The issue is during the fists flying situation, it's very easy to use your Bong in the wrong moment. Your exposed elbow will give your opponent a chance to lock on your elbow joint.

- You throw a right punch.
- Your opponent uses right Bong.
- Your right hand push down on his wrist joint. Your left hand push up on his elbow joint.


----------



## futsaowingchun (Oct 22, 2021)

Oily Dragon said:


> It's all 鏢指手, and pronounced "biu ji sao", and you don't need to capitalize it.
> 
> It predates Wing Chun by quite a long time, mostly southern Shaolin Crane technique, because of its Wu Xing element (muk, wood) and the squeezing involved.  That's why a demo showing just one 手 is half the picture, and that's being generous.
> 
> Do a demo with both hands, and have the other guy really resist you.  That would be interesting.


The other guy will tell you he won't be able to stop me.. he has tried many, many times..


----------



## geezer (Oct 22, 2021)

Kung Fu Wang said:


> The issue is during the fists flying situation, it's very easy to use your Bong in the wrong moment. Your exposed elbow will give your opponent a chance to lock on your elbow joint.
> 
> - You throw a right punch.
> - Your opponent uses right Bong.
> - Your right hand push down on his wrist joint. Your left hand push up on his elbow joint.


To our way of thinking, bong should be flexible and elastic, and is literally formed by the pressure of your opponent's attack crossing your bridge and flexing your arm. So there is* no*_ "wrong bong"._ There is, however, _"cross bong"_ (left bong against a left punch or right bong against a right), and cross-bong can leave you vulnerable.

So, it is useful to bear in mind the old saying that "bong never stays" and instantly transition into the next technique. Remember, any bong is defensive and should be followed  by and attack, and especially cross-bong.

In fact,  we train to counter the_ same grappling sequence_ you describe above. The very instant our opponent grapples our wrist downward and our elbow upward, they have committed the "error" of _putting two arms on one_. This allows us to launch many counterattacks, the quickest and most efficacious being a simple straight punch rising up under the bong as our opponent tries to lift our elbow upward (kiu-dai chung kuen).

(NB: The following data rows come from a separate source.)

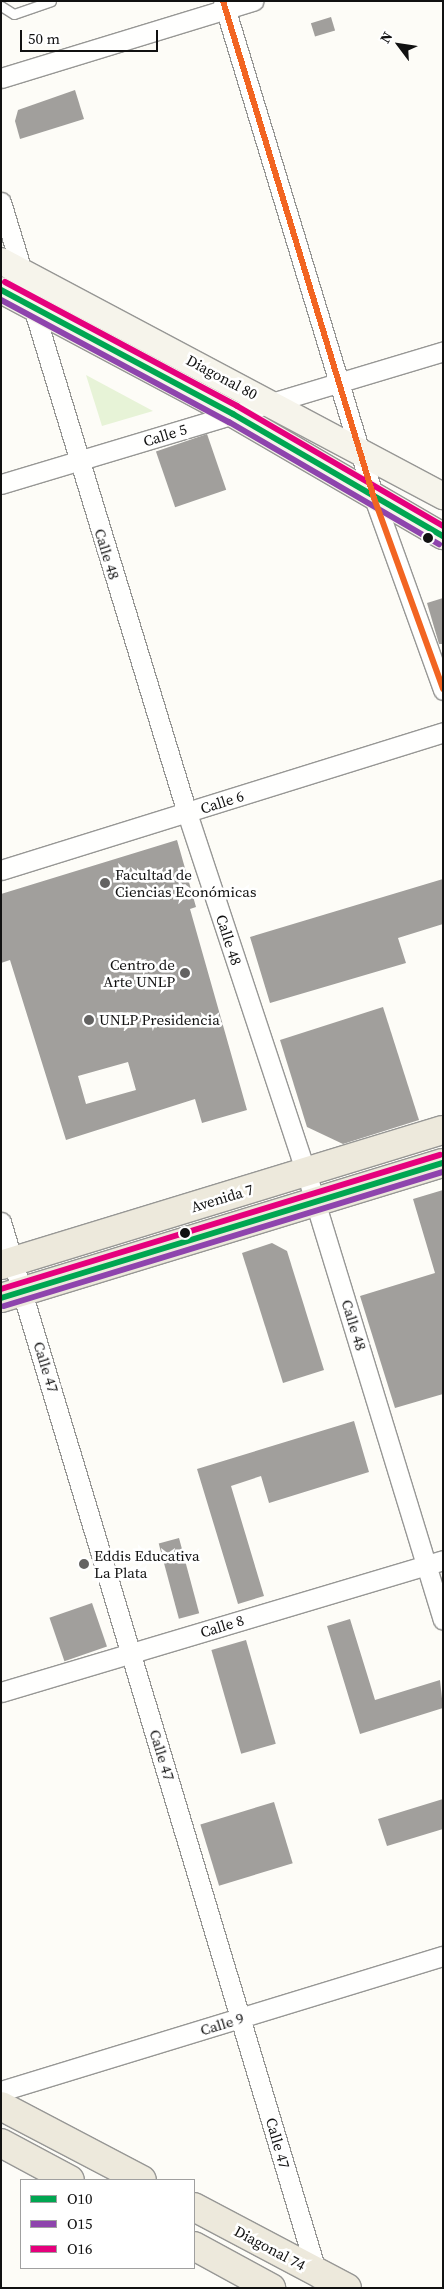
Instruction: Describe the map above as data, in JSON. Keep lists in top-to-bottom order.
{
  "streets": {
    "main road": ["Diagonal 80", "Avenida 7", "Diagonal 74"],
    "street": [
      "Calle 5",
      "Calle 48",
      "Calle 6",
      "Calle 47",
      "Calle 8",
      "Calle 9"
    ]
  },
  "crossings": [
    ["Diagonal 80", "Calle 5"],
    ["Diagonal 80", "Calle 48"],
    ["Calle 5", "Calle 48"],
    ["Calle 48", "Calle 6"],
    ["Calle 48", "Avenida 7"],
    ["Calle 48", "Calle 8"],
    ["Avenida 7", "Calle 47"],
    ["Calle 47", "Calle 8"],
    ["Calle 47", "Calle 9"],
    ["Calle 47", "Diagonal 74"]
  ],
  "places": [
    "Facultad de Ciencias Económicas",
    "Centro de Arte UNLP",
    "UNLP Presidencia",
    "Eddis Educativa La Plata"
  ],
  "lines": ["transit line O16", "transit line O10", "transit line O15"],
  "legend": ["O10", "O15", "O16"],
  "scale_bar": "50 m",
  "north": "top left"
}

BTW this is just_ one _example and it is the first in a series of such techniques practiced in a sort of WC "flow drill". So to summarize, there is no absolute "wrong bong" ...it's just "cross-bong" which comes with certain inherent risks (as do many techniques). The solution is to be aware of those liabilities and train to deal with them.


----------



## geezer (Oct 22, 2021)

Oily Dragon said:


> View attachment 27463
> Five Family Bong Sao.  The Crane's wing tying arm exposes the rising Loong Xing Mo Qiao of Chan master Daai Yuk, the Southern Dragon of Wa Sau Toi, and its infinite permutations.  *As the kuen poem says, it reveals itself only to vanish.*


Yes. Bong has many forms, and _bong never stays._



Oily Dragon said:


> Wing Chun lies within the broader context of the southern arts from which it, like the Southern Dragon, was born.... *these techniques are common in non-Chinese boxing styles, because they work.*
> 
> Absolutely. Thank you for that post. It's nice to learn more about WC within the context of southern short-bridge styles, as well as  parallels in western boxing


----------



## Kung Fu Wang (Oct 22, 2021)

geezer said:


> "bong never stays"


I do agree that everything change in fast speed and Bong may never stay. The issue is as long as the "intention" is there, the risk will be there.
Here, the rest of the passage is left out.